Dr Neil Shastri-Hurst MP has questioned the Government’s decision to shutdown Courtsdesk, a data analysis platform used by journalists to monitor court records and report on the performance of the justice system.
In November, HM Courts and Tribunals Service issued Courtsdesk with a cessation notice, ordering it to stop operating and delete its archive. The Ministry of Justice claimed the company had engaged in “unauthorised sharing” of court data while testing a new feature, describing the issue as a data protection concern.
Courtsdesk has been used by more than 1,500 journalists from 39 media organisations, and its reporting has helped expose serious delays and failures across the courts system.

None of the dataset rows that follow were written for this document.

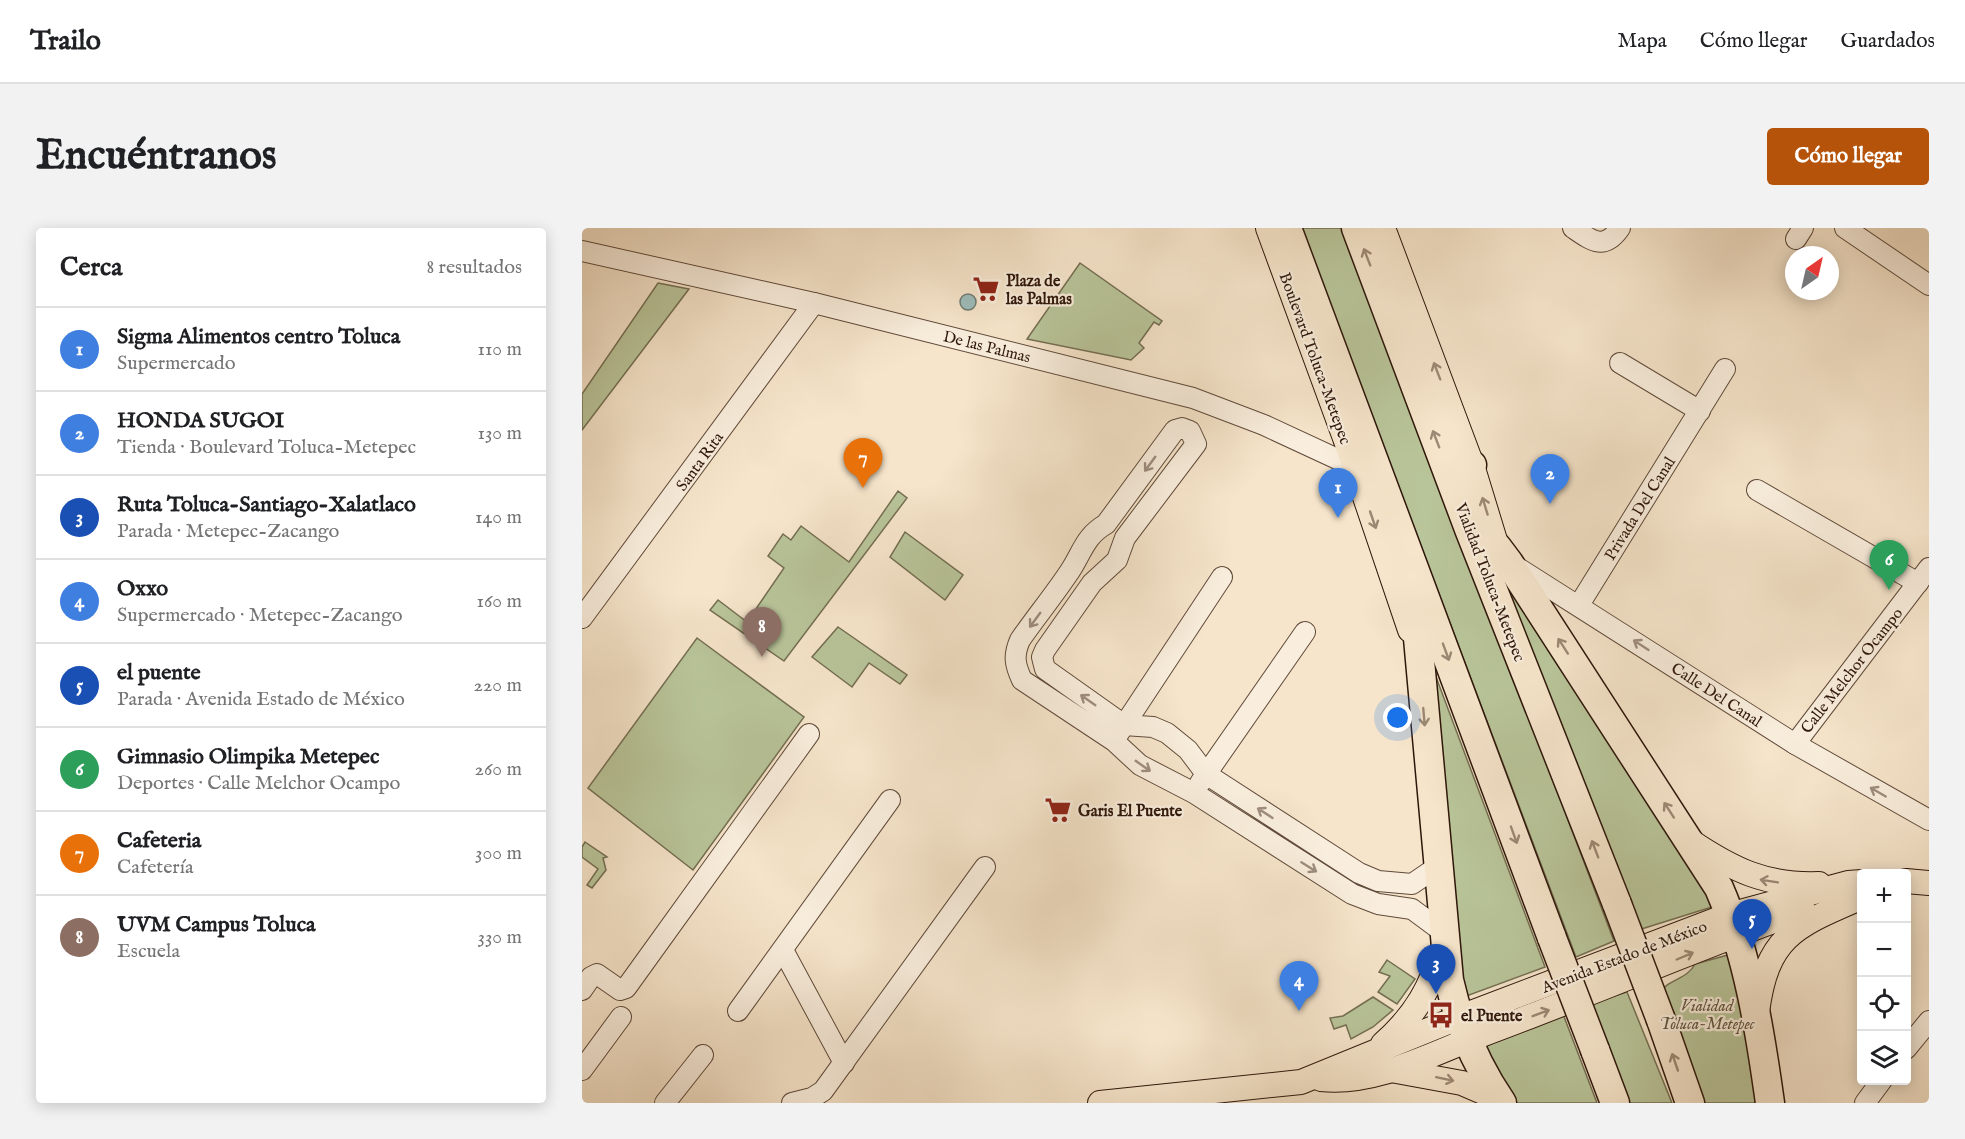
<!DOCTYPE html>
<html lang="es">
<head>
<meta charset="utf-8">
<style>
	:root { --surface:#fff; --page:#f2f2f2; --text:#202124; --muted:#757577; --line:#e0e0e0; --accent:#b45309 }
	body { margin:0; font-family:"IM FELL English",serif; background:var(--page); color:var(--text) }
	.controls { position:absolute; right:18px; bottom:18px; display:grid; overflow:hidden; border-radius:6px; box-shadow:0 3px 15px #0003 }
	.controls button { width:54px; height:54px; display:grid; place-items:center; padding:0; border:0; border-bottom:2px solid var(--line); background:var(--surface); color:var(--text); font:30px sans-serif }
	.compass { position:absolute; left:1203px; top:18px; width:54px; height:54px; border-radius:50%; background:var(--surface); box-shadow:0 3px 15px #0003; rotate:34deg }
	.you { position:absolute; left:816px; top:490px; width:21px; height:21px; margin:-15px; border:4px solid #fff; border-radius:50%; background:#1a73e8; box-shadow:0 0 0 9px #1a73e833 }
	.badge { display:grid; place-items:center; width:39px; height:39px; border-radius:50%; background:var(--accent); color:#fff; font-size:20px; font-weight:700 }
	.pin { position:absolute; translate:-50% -50px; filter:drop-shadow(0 2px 3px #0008) }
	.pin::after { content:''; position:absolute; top:32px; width:21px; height:18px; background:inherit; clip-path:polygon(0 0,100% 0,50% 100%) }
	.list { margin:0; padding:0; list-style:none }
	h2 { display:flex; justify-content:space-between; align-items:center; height:78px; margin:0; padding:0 24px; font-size:26px }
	h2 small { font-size:20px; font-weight:400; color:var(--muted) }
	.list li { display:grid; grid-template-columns:39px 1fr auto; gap:18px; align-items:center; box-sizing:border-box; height:84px; padding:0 24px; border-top:2px solid var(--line) }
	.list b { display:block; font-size:22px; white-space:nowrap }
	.list p { margin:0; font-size:20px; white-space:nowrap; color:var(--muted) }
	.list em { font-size:20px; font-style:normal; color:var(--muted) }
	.icon { flex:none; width:33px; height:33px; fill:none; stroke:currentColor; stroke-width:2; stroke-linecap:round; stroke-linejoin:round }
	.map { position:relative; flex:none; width:1347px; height:875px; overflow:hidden; border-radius:6px }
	header { display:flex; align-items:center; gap:36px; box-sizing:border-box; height:84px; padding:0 30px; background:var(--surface); border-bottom:2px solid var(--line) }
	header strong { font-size:28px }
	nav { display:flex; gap:33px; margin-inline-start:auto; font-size:21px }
	.intro { display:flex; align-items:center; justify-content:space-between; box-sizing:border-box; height:144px; padding:0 36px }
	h1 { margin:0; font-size:42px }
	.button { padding:15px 27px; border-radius:6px; background:var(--accent); color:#fff; font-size:21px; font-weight:700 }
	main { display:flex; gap:36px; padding:0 36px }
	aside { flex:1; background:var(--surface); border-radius:6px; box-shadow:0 3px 15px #0003 }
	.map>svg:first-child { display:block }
	.green { fill:#b9c59a; stroke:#746e52; stroke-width:1.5 }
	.water { fill:#9dbebb; stroke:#717b74; stroke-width:1.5 }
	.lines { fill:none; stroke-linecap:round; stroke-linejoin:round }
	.minor-casing { stroke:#604a3a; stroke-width:22 }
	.major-casing { stroke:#2e160a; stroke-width:26 }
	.highway-casing { stroke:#2e160a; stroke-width:31 }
	.minor { stroke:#f9eedd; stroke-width:20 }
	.major { stroke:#f6e5cb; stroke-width:24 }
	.highway { stroke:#f6e5cb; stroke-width:28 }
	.highway-bridge-casing { stroke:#2e160a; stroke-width:31; stroke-linecap:butt }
	.highway-bridge { stroke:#f6e5cb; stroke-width:28 }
	.oneway { stroke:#9c8874 }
	.oneway2 { stroke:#9e8d7e }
	.labels { text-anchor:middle; stroke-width:4.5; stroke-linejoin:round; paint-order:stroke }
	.poi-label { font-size:16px; font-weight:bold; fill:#2e160a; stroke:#f9eedd; text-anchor:start }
	.street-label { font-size:16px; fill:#2e160a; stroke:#f9eedd }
	.park-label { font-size:16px; font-style:italic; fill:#5f533c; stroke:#f9eedd }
</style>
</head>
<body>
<header>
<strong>Trailo</strong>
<nav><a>Mapa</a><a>Cómo llegar</a><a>Guardados</a></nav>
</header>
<div class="intro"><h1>Encuéntranos</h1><a class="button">Cómo llegar</a></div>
<main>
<aside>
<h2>Cerca<small>8 resultados</small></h2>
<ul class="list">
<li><span class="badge" style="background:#3f7fe0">1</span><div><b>Sigma Alimentos centro Toluca</b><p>Supermercado</p></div><em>110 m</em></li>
<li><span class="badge" style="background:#3f7fe0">2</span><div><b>HONDA SUGOI</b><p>Tienda · Boulevard Toluca-Metepec</p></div><em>130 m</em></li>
<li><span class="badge" style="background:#1a4fb4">3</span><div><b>Ruta Toluca-Santiago-Xalatlaco</b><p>Parada · Metepec-Zacango</p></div><em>140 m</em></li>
<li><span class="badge" style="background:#3f7fe0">4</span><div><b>Oxxo</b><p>Supermercado · Metepec-Zacango</p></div><em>160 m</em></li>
<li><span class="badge" style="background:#1a4fb4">5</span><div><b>el puente</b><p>Parada · Avenida Estado de México</p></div><em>220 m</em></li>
<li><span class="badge" style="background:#2e9e5b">6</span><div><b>Gimnasio Olimpika Metepec</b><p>Deportes · Calle Melchor Ocampo</p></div><em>260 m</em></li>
<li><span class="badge" style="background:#e8710a">7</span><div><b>Cafeteria</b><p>Cafetería</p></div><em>300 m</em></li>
<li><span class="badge" style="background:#8d6e63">8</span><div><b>UVM Campus Toluca</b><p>Escuela</p></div><em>330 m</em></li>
</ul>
</aside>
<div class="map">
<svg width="1347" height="875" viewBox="0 0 1347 875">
	<rect width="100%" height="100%" fill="#f6e5cb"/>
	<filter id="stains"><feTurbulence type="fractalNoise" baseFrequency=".00333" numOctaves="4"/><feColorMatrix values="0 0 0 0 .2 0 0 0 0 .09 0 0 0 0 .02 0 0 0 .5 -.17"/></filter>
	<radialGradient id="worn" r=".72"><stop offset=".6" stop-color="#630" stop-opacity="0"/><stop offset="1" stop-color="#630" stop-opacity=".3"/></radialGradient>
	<g class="green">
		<path d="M719,0H761L1032,713L994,729Z"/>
		<path d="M498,35L580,93L577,97L572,94L557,115L562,120L549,132L445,111Z"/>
		<path d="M76,55L107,61L0,202V166Z"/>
		<path d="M316,263L325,270L202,433L128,382L136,372L165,394L202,340L186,328L201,306L209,312L219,298L267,334Z"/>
		<path d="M323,304L381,347L363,372L308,329Z"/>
		<path d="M916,345L1122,648L1133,678L1053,703Z"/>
		<path d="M256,399L325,447L318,456L287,435L270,459L230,429Z"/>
		<path d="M115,410L222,489L111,642L6,560Z"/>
		<path d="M842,417L963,739L879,770Z"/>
		<path d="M3,614L25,629L21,630L24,642L10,660L5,657L16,641L0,629V619Z"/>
		<path d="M1146,727L1161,770L1180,875H1117L1077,766C1085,751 1105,752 1113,736Z"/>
		<path d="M805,732L833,751L815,776L796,764L808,748L797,744Z"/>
		<path d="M1045,764L1090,875H1047L1009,775Z"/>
		<path d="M791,769L811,782L791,799L769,811L764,797L752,801L748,790L761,788Z"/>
		<path d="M981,786L1015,875H933L900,812Z"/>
	</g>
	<circle class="water" cx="386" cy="74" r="8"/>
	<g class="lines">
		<g class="minor-casing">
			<g id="minor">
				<path d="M991,0C1010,13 1022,23 1038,0"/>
				<path d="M1263,0L1347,57"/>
				<path d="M1214,11L1221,0"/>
				<path d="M0,23L232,75L611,170L682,197L779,242"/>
				<path d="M1038,135L1118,183"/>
				<path d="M1175,262L1336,355"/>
				<path d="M933,338L1213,516L1347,592"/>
				<path d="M997,377L1143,141"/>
				<path d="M0,390L232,75"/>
				<path d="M537,505L640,349"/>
				<path d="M1213,516L1347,340"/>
				<path d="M618,555L723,404"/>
				<path d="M855,639L830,656L796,653L777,645L624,546L606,522L585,505L571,499L542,497L463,441L460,429L463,422L510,355L535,332L543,310L614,216L608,203L600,200L593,202L524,296C503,308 500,325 488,343C472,367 454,389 438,412C431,428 433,437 440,452L532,513L558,537L612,565L770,666L796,676L830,681L861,704"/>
				<path d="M201,722L262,835"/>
				<path d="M0,762L9,749L15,746L38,762L44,760L227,506"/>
				<path d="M156,783L308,572"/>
				<path d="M1324,821L1347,793"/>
				<path d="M0,842L39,789"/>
				<path d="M83,875L121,827"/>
				<path d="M210,875L230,870L241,863L403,639"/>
				<path d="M1283,875L1300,852"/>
			</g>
		</g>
		<g class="major-casing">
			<g id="major">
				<path d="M686,0L763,210L828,402"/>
				<path d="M801,0L890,237L915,319"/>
				<path d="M1108,613C1151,642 1184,658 1237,656"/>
				<path d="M1324,653L1347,655"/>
				<path d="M1175,784C1185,708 1213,698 1278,670"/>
				<path d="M801,816C835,786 848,760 862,718"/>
				<path d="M809,842L880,855L917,871"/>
				<path d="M739,851C793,857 849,826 899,807C1007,767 1113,721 1221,682"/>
				<path d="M518,875L719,854L876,790L1147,687L1266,655L1280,654"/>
			</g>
		</g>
		<g class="highway-casing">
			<g id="highway">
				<path d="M705,0L970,710"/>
				<path d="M774,0L887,301L1035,676"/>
				<path d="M875,266L890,237"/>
				<path d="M888,301L915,319L927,335L1137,660C1166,727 1178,803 1188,875"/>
				<path d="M832,366L867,752C877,797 894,837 920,875"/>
				<path d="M1079,792L1108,875"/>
				<path d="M1013,822L1033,875"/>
			</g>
		</g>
		<use href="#minor" class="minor"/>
		<use href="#major" class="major"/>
		<use href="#highway" class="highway"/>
		<g class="highway-bridge-casing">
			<g id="highway-bridge">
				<path d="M1035,676L1079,792"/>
				<path d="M970,710L1013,822"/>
			</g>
		</g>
		<use href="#highway-bridge" class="highway-bridge"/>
	</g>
	<defs><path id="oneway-shaft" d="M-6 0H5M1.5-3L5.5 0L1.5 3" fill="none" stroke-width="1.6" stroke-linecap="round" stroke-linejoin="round" transform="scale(1.5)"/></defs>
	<g class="oneway">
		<use href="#oneway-shaft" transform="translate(785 29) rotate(-111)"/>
		<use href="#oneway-shaft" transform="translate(855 143) rotate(-111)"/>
		<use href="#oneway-shaft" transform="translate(854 211) rotate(-111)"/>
		<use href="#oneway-shaft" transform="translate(903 278) rotate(-107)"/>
		<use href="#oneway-shaft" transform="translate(791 292) rotate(71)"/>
		<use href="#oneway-shaft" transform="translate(981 418) rotate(-123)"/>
		<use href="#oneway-shaft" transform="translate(864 424) rotate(70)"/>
		<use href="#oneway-shaft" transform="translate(842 489) rotate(85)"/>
		<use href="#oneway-shaft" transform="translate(1087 582) rotate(-123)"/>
		<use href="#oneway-shaft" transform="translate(932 607) rotate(70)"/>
		<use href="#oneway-shaft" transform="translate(1013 621) rotate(-111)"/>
		<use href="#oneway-shaft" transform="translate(1187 653) rotate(-171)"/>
		<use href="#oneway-shaft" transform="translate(1103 728) rotate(-23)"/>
		<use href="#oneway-shaft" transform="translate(959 785) rotate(-21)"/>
		<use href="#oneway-shaft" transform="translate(1093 834) rotate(-109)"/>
		<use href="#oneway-shaft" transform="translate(863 851) rotate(12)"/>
	</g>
	<g class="oneway2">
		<use href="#oneway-shaft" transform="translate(568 236) rotate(126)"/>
		<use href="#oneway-shaft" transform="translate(453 392) rotate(126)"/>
		<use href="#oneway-shaft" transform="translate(1059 417) rotate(-147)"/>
		<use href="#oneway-shaft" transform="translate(506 472) rotate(-145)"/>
		<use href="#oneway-shaft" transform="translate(561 538) rotate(35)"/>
		<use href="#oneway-shaft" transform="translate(1296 564) rotate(-150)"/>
		<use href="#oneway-shaft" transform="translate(683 585) rotate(-147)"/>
		<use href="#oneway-shaft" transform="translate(727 639) rotate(32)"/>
	</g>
	<defs>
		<g id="supermarket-bare" transform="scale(2.07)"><path d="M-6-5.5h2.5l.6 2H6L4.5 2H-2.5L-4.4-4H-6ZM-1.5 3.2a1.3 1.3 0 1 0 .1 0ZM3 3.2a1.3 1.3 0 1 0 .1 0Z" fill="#8f2418" stroke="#f9eedd" stroke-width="2.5" paint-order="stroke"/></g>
		<g id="bus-bare" transform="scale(2.07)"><path d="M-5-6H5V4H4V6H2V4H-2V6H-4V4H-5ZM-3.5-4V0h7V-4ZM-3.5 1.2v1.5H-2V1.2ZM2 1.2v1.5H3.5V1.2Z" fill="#8f2418" stroke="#f9eedd" stroke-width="2.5" paint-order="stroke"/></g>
	</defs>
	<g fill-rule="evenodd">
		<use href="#supermarket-bare" x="404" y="61"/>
		<use href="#supermarket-bare" x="476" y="582"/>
		<use href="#bus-bare" x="859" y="787"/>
	</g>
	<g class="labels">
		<g class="poi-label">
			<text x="424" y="58">Plaza de<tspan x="424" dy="18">las Palmas</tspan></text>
			<text x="496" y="588">Garis El Puente</text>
			<text x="879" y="793">el Puente</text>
		</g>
		<g class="street-label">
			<text transform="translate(405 118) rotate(14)" y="6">De las Palmas</text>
			<text transform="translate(734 130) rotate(70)" y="6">Boulevard Toluca-Metepec</text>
			<text transform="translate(117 233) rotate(-54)" y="6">Santa Rita</text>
			<text transform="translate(1057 280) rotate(-58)" y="6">Privada Del Canal</text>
			<text transform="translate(909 354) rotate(69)" y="6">Vialidad Toluca-Metepec</text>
			<text transform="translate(1269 442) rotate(-52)" y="6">Calle Melchor Ocampo</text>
			<text transform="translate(1135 466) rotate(33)" y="6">Calle Del Canal</text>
			<text transform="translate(1042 728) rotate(-21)" y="6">Avenida Estado de México</text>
		</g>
		<g class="park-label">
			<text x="1125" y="783">Vialidad<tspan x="1125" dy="18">Toluca-Metepec</tspan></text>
		</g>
	</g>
	<rect width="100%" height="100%" filter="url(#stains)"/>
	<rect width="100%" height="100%" fill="url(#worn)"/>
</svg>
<div class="controls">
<button>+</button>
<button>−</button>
<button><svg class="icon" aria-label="locate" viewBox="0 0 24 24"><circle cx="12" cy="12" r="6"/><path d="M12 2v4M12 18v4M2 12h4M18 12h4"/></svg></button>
<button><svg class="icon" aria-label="layers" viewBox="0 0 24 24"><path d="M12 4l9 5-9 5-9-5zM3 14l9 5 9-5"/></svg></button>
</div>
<svg class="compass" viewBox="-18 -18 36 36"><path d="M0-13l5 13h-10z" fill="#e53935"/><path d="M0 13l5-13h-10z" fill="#757577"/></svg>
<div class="you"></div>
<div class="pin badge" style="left:756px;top:290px;background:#3f7fe0">1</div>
<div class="pin badge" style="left:968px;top:276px;background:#3f7fe0">2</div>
<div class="pin badge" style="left:854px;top:766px;background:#1a4fb4">3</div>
<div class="pin badge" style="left:717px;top:783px;background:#3f7fe0">4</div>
<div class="pin badge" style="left:1170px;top:721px;background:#1a4fb4">5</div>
<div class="pin badge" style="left:1307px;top:362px;background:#2e9e5b">6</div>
<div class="pin badge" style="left:281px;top:260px;background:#e8710a">7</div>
<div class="pin badge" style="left:180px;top:429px;background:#8d6e63">8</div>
</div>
</main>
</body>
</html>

Raising the issue in Parliament during an Urgent Question, Dr Shastri-Hurst asked the Courts Minister why, if the alleged breach was so serious, it was not reported to the Information Commissioner’s Office within the required 72-hour timeframe.
When Courtsdesk itself requested that the matter be referred to the regulator, the Ministry of Justice confirmed that no referral had been made.
Commenting after the parliamentary debate, Mr Shastri-Hurst said:
“If the data breach was genuinely as serious as the Government now claims, the obvious question is why it has never been reported. Either the breach met the threshold for reporting, or the decision to close Courtsdesk simply does not add up.”